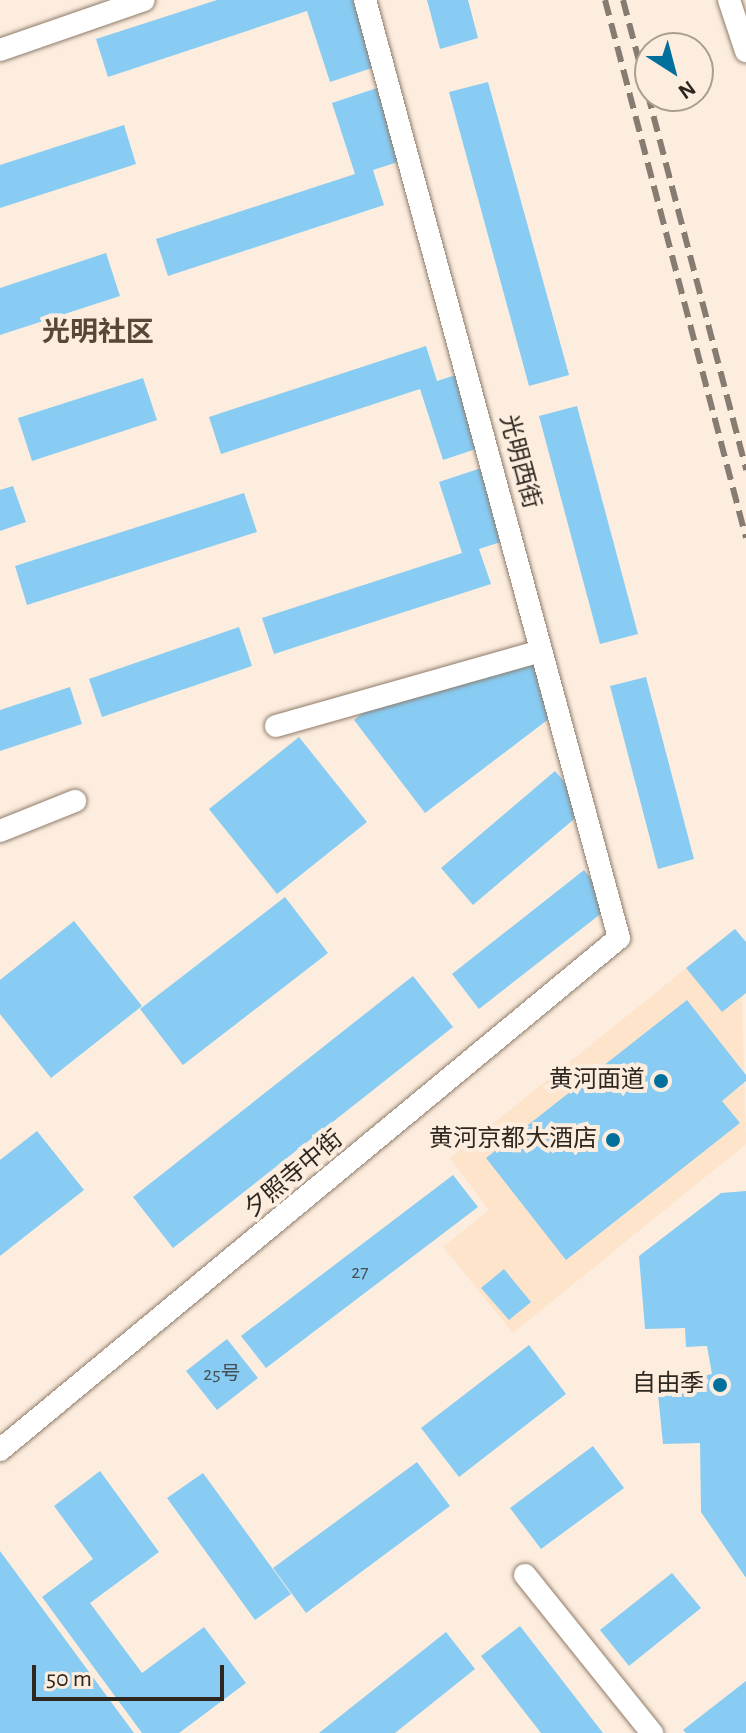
<!DOCTYPE html>
<meta charset="utf-8">
<style>
body{margin:0}
#map{position:relative;width:746px;height:1733px;overflow:hidden;background:#fdedde;font-family:"Alegreya Sans","Noto Sans SC",sans-serif}
div>[style]{position:absolute}
[style*='--x']{left:calc(var(--x)*1px);top:calc(var(--y)*1px);width:calc(var(--w)*1px);rotate:calc(var(--a)*1deg)}
.built>*{inset:0;background:#fde4cb}
.building>*{inset:0;background:#88ccf3}
.roads{filter:drop-shadow(0 0 2px #8d7c6b) drop-shadow(0 0 2px #8d7c6b)}
.minor>*{height:22px;margin:-11px;padding:0 11px;transform-origin:11px;border-radius:11px;background:#fff}
.rail>*{height:6px;margin-top:-3px;transform-origin:0;background:repeating-linear-gradient(90deg,#877c71 0 16px,transparent 0 24px)}
.dots>*{width:22px;height:22px;translate:-50% -50%;box-sizing:border-box;border:4px solid #fdedde;border-radius:50%}
span{translate:-50% -50%;white-space:nowrap;text-align:center;line-height:1.15;-webkit-text-stroke:8px #fdedde;paint-order:stroke}
.number-label{font-size:20px;color:#445055}
.number-label span{-webkit-text-stroke-width:0}
.street-label{font-size:24px;color:#2e2720}
.poi-label{font-size:24px;color:#2e2720}
.right{translate:-100% -50%;text-align:right}
.quarter-label{font-size:28px;color:#574737;font-weight:700}
.north{position:absolute;left:634px;top:32px;width:80px;height:80px;box-sizing:border-box;background:#fdedde;border:2px solid #aa9e92;border-radius:50%;rotate:144deg;font-size:22px;font-weight:700;line-height:32px;text-align:center;color:#2e2720}
.north::after{content:'';display:block;margin:auto;width:28px;height:36px;background:#02709c;clip-path:polygon(50% 0,100% 100%,50% 72%,0 100%)}
.scale{position:absolute;left:32px;top:1665px;width:192px;height:36px;box-sizing:border-box;border:4px solid #2e2720;border-top:0;padding-left:10px;font-size:24px;line-height:28px;white-space:nowrap;color:#2e2720;-webkit-text-stroke:6px #fdedde;paint-order:stroke}
</style>
<div id="map">
<div class="built">
<div style="clip-path:polygon(735px 929px,746px 942px,746px 993px,742px 998px,746px 1144px,513px 1333px,443px 1247px,489px 1210px,450px 1158px)"></div>
</div>
<div class="building">
<div style="clip-path:polygon(217px 0,353px 0,375px 67px,330px 82px,307px 11px,108px 77px,96px 39px)"></div>
<div style="clip-path:polygon(427px 0,468px 0,478px 38px,440px 49px)"></div>
<div style="clip-path:polygon(488px 82px,569px 375px,529px 386px,449px 92px)"></div>
<div style="clip-path:polygon(377px 88px,401px 161px,373px 170px,384px 205px,168px 276px,156px 239px,355px 174px,332px 103px)"></div>
<div style="clip-path:polygon(124px 125px,136px 164px,0 208px,0 165px)"></div>
<div style="clip-path:polygon(106px 253px,120px 296px,0 335px,0 288px)"></div>
<div style="clip-path:polygon(426px 346px,437px 381px,465px 372px,488px 445px,443px 460px,420px 389px,221px 454px,209px 417px)"></div>
<div style="clip-path:polygon(143px 378px,157px 420px,32px 461px,18px 418px)"></div>
<div style="clip-path:polygon(577px 406px,638px 634px,600px 644px,539px 416px)"></div>
<div style="clip-path:polygon(484px 467px,507px 540px,479px 549px,491px 584px,274px 654px,262px 618px,462px 553px,439px 482px)"></div>
<div style="clip-path:polygon(13px 486px,26px 522px,0 531px,0 490px)"></div>
<div style="clip-path:polygon(244px 493px,257px 532px,27px 605px,15px 566px)"></div>
<div style="clip-path:polygon(239px 627px,252px 666px,102px 717px,89px 679px)"></div>
<div style="clip-path:polygon(534px 660px,550px 718px,425px 813px,354px 720px,373px 705px)"></div>
<div style="clip-path:polygon(646px 677px,694px 859px,658px 869px,610px 686px)"></div>
<div style="clip-path:polygon(70px 687px,82px 724px,0 751px,0 710px)"></div>
<div style="clip-path:polygon(299px 737px,367px 822px,277px 894px,209px 809px)"></div>
<div style="clip-path:polygon(555px 771px,587px 808px,473px 905px,441px 868px)"></div>
<div style="clip-path:polygon(584px 870px,612px 905px,479px 1009px,452px 974px)"></div>
<div style="clip-path:polygon(285px 897px,328px 953px,183px 1065px,140px 1009px)"></div>
<div style="clip-path:polygon(74px 921px,142px 1006px,51px 1078px,0 1014px,0 980px)"></div>
<div style="clip-path:polygon(735px 929px,746px 942px,746px 993px,722px 1012px,686px 968px)"></div>
<div style="clip-path:polygon(413px 976px,453px 1027px,173px 1248px,133px 1197px)"></div>
<div style="clip-path:polygon(687px 1000px,746px 1075px,746px 1081px,722px 1101px,740px 1123px,566px 1260px,486px 1158px)"></div>
<div style="clip-path:polygon(37px 1131px,84px 1190px,0 1256px,0 1160px)"></div>
<div style="clip-path:polygon(453px 1175px,478px 1207px,266px 1368px,241px 1336px)"></div>
<div style="clip-path:polygon(746px 1191px,746px 1578px,701px 1512px,700px 1443px,663px 1444px,658px 1394px,692px 1393px,696px 1377px,712px 1374px,707px 1346px,686px 1347px,685px 1328px,645px 1329px,639px 1256px,721px 1193px)"></div>
<div style="clip-path:polygon(504px 1269px,531px 1302px,509px 1320px,481px 1288px)"></div>
<div style="clip-path:polygon(227px 1339px,258px 1378px,217px 1410px,186px 1371px)"></div>
<div style="clip-path:polygon(529px 1345px,566px 1394px,459px 1477px,421px 1428px)"></div>
<div style="clip-path:polygon(593px 1446px,624px 1488px,541px 1549px,510px 1508px)"></div>
<div style="clip-path:polygon(417px 1462px,450px 1506px,306px 1613px,273px 1568px)"></div>
<div style="clip-path:polygon(100px 1471px,159px 1552px,90px 1603px,142px 1673px,204px 1627px,246px 1683px,179px 1733px,142px 1733px,42px 1597px,93px 1559px,54px 1506px)"></div>
<div style="clip-path:polygon(203px 1473px,291px 1594px,255px 1620px,167px 1498px)"></div>
<div style="clip-path:polygon(0 1551px,134px 1733px,0 1733px)"></div>
<div style="clip-path:polygon(672px 1573px,701px 1608px,629px 1666px,600px 1630px)"></div>
<div style="clip-path:polygon(520px 1626px,603px 1733px,541px 1733px,481px 1656px)"></div>
<div style="clip-path:polygon(446px 1632px,475px 1669px,395px 1733px,319px 1733px)"></div>
<div style="clip-path:polygon(746px 1681px,746px 1733px,686px 1733px,683px 1730px)"></div>
</div>
<div class="roads">
<div class="minor">
<div style="--x:729;--y:0;--w:54;--a:71.6"></div>
<div style="--x:0;--y:50;--w:152;--a:-19.1"></div>
<div style="--x:276;--y:726;--w:272;--a:-15.8"></div>
<div style="--x:0;--y:831;--w:81;--a:-21.8"></div>
<div style="--x:0;--y:1450;--w:803;--a:-39.6"></div>
<div style="--x:619;--y:938;--w:972;--a:-105.15"></div>
<div style="--x:525;--y:1575;--w:203;--a:51.2"></div>
</div>
</div>
<div class="rail">
<div style="--x:605;--y:0;--w:556;--a:75.31"></div>
<div style="--x:623;--y:0;--w:486;--a:75.3"></div>
</div>
<div class="dots">
<div style="left:661px;top:1081px;background:#02709c"></div>
<div style="left:613px;top:1140px;background:#02709c"></div>
<div style="left:720px;top:1385px;background:#02709c"></div>
</div>
<div class="number-label">
<span style="left:360px;top:1272px">27</span>
<span style="left:222px;top:1374px">25号</span>
</div>
<div class="street-label">
<span style="left:519px;top:462px;rotate:75deg">光明西街</span>
<span style="left:294px;top:1175px;rotate:-40deg">夕照寺中街</span>
</div>
<div class="poi-label">
<span class="right" style="left:645px;top:1081px">黄河面道</span>
<span class="right" style="left:597px;top:1140px">黄河京都大酒店</span>
<span class="right" style="left:704px;top:1385px">自由季</span>
</div>
<div class="quarter-label">
<span style="left:98px;top:333px">光明社区</span>
</div>
<div class="north">N</div>
<div class="scale">50 m</div>
</div>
────────────────────
PROMPT ▸ Every line from the first line of the entries above through the line with "2px #8d7c6b) drop-shadow(0" must be repeated exactly, and pictures must not be.

ANSWER SPACE ▸
<!DOCTYPE html>
<meta charset="utf-8">
<style>
body{margin:0}
#map{position:relative;width:746px;height:1733px;overflow:hidden;background:#fdedde;font-family:"Alegreya Sans","Noto Sans SC",sans-serif}
div>[style]{position:absolute}
[style*='--x']{left:calc(var(--x)*1px);top:calc(var(--y)*1px);width:calc(var(--w)*1px);rotate:calc(var(--a)*1deg)}
.built>*{inset:0;background:#fde4cb}
.building>*{inset:0;background:#88ccf3}
.roads{filter:drop-shadow(0 0 2px #8d7c6b) drop-shadow(0 0 2px #8d7c6b)}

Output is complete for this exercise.